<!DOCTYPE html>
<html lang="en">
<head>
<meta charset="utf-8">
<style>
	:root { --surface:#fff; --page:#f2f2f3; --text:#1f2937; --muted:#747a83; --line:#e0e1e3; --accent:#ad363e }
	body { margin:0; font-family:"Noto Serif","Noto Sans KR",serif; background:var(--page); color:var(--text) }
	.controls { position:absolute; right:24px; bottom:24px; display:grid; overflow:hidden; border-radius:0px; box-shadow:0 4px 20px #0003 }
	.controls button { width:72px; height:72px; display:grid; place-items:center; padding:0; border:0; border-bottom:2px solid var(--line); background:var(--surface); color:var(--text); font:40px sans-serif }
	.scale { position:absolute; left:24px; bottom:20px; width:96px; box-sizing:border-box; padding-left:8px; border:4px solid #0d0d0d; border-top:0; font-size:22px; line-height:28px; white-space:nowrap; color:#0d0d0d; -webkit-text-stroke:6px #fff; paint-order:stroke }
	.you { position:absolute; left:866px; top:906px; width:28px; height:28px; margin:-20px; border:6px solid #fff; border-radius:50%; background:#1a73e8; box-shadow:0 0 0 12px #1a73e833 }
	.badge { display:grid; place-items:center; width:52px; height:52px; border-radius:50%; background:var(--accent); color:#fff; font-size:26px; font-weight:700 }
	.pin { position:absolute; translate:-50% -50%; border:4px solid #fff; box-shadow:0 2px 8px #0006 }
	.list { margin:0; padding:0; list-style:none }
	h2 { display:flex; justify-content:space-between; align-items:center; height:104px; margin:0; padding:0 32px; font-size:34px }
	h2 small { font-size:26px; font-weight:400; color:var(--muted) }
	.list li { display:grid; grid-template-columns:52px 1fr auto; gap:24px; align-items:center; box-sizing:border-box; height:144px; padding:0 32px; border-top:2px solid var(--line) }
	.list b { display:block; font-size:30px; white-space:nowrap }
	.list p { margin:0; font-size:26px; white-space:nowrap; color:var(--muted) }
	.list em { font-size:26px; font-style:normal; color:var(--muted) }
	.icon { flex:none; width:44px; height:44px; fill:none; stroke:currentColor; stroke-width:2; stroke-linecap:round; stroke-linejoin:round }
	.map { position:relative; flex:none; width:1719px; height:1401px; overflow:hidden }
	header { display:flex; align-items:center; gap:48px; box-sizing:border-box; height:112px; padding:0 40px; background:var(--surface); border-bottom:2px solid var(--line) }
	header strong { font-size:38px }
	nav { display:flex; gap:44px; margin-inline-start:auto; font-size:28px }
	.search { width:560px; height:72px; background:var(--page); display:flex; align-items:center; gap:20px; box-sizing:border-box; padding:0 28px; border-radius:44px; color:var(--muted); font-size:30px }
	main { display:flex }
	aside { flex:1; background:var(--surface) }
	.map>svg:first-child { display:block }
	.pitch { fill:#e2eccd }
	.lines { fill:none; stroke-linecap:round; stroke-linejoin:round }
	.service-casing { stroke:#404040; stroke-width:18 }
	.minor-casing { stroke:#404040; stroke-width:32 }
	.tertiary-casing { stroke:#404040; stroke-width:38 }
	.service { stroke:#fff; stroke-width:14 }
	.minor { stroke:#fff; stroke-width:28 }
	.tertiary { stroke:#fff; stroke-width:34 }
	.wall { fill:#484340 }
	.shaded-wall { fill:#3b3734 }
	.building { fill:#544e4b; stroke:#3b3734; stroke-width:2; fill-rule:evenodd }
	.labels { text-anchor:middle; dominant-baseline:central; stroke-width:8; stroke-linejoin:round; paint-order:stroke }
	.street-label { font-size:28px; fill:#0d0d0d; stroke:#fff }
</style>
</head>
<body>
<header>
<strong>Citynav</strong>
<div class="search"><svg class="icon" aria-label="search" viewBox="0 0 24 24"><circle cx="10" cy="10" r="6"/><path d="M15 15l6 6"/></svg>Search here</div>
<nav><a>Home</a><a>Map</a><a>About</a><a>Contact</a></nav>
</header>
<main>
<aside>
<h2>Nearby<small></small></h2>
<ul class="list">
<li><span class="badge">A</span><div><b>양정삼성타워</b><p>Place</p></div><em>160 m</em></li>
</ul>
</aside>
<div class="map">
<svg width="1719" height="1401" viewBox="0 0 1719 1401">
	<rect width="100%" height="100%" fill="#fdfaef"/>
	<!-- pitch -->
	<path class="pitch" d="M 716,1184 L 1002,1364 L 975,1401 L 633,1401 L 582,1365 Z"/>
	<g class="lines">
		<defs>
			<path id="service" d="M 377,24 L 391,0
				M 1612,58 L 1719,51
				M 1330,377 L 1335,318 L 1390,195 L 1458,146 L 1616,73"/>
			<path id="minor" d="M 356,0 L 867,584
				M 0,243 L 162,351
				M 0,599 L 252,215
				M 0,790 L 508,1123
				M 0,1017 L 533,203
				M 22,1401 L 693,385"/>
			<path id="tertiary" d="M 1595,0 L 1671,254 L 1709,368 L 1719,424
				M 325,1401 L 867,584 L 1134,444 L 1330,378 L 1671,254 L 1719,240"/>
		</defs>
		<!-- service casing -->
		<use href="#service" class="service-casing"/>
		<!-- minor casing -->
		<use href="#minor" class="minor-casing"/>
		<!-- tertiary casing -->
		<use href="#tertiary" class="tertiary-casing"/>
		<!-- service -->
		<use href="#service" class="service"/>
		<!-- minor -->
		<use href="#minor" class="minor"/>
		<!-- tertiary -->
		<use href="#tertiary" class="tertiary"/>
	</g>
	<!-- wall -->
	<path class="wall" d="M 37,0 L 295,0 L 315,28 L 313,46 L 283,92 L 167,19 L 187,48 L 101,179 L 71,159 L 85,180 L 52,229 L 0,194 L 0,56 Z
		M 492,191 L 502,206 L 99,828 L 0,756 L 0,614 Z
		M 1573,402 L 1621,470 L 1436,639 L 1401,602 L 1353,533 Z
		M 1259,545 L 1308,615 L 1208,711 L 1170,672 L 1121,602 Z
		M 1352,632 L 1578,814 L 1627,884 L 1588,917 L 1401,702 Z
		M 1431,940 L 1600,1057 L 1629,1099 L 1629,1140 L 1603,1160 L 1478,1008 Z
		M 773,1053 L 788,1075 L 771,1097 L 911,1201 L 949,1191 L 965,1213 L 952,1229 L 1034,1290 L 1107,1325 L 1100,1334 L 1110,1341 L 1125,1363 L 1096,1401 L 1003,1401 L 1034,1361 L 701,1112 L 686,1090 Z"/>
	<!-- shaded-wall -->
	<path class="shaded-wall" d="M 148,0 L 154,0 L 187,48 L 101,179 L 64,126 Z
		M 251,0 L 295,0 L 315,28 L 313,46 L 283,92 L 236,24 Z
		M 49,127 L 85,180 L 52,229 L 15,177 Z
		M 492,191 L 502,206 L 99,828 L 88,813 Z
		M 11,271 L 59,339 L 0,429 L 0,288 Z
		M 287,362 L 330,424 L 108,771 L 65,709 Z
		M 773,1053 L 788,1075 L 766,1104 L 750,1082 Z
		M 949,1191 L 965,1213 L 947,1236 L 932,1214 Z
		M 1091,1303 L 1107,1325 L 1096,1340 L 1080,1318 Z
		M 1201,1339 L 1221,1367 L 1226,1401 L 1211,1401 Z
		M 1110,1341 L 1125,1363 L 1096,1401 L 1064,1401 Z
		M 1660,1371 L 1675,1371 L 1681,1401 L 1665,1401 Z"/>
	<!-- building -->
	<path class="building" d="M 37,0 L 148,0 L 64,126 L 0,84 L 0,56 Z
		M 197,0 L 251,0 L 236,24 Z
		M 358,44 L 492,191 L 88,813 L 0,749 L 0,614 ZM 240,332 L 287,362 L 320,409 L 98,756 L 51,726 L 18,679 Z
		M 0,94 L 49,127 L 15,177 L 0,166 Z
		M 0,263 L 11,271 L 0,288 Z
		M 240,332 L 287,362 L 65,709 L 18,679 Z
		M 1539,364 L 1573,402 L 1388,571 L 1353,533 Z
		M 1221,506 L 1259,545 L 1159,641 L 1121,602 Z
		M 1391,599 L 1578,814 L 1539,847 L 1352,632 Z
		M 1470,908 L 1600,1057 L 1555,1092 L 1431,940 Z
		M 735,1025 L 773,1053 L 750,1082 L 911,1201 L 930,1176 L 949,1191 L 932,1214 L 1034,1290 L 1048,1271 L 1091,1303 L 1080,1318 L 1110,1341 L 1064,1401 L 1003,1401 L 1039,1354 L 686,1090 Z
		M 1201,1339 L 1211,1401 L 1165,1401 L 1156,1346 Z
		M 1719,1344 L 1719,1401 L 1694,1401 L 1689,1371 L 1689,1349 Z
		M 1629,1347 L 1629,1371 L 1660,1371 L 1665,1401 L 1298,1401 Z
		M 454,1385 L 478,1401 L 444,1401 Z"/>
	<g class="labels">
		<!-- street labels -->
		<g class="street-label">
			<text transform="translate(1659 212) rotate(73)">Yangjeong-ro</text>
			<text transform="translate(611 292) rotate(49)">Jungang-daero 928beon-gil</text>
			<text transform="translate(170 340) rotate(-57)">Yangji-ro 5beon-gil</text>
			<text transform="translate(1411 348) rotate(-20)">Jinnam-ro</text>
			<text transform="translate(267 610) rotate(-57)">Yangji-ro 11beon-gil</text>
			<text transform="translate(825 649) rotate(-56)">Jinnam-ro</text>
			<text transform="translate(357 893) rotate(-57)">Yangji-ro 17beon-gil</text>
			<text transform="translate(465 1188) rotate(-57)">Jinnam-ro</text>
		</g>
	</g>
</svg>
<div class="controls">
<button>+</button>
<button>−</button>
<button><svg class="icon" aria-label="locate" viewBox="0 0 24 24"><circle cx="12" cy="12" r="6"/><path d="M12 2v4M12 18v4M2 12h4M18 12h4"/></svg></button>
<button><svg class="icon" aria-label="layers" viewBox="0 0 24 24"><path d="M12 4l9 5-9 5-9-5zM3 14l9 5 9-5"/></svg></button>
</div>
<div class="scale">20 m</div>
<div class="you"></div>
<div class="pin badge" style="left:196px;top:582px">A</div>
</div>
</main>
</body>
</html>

****

WHAT IS BEING ASKED
Work through the data and report how many of its lines hold the word "scale", giving only the figure.

YOUR RESPONSE
2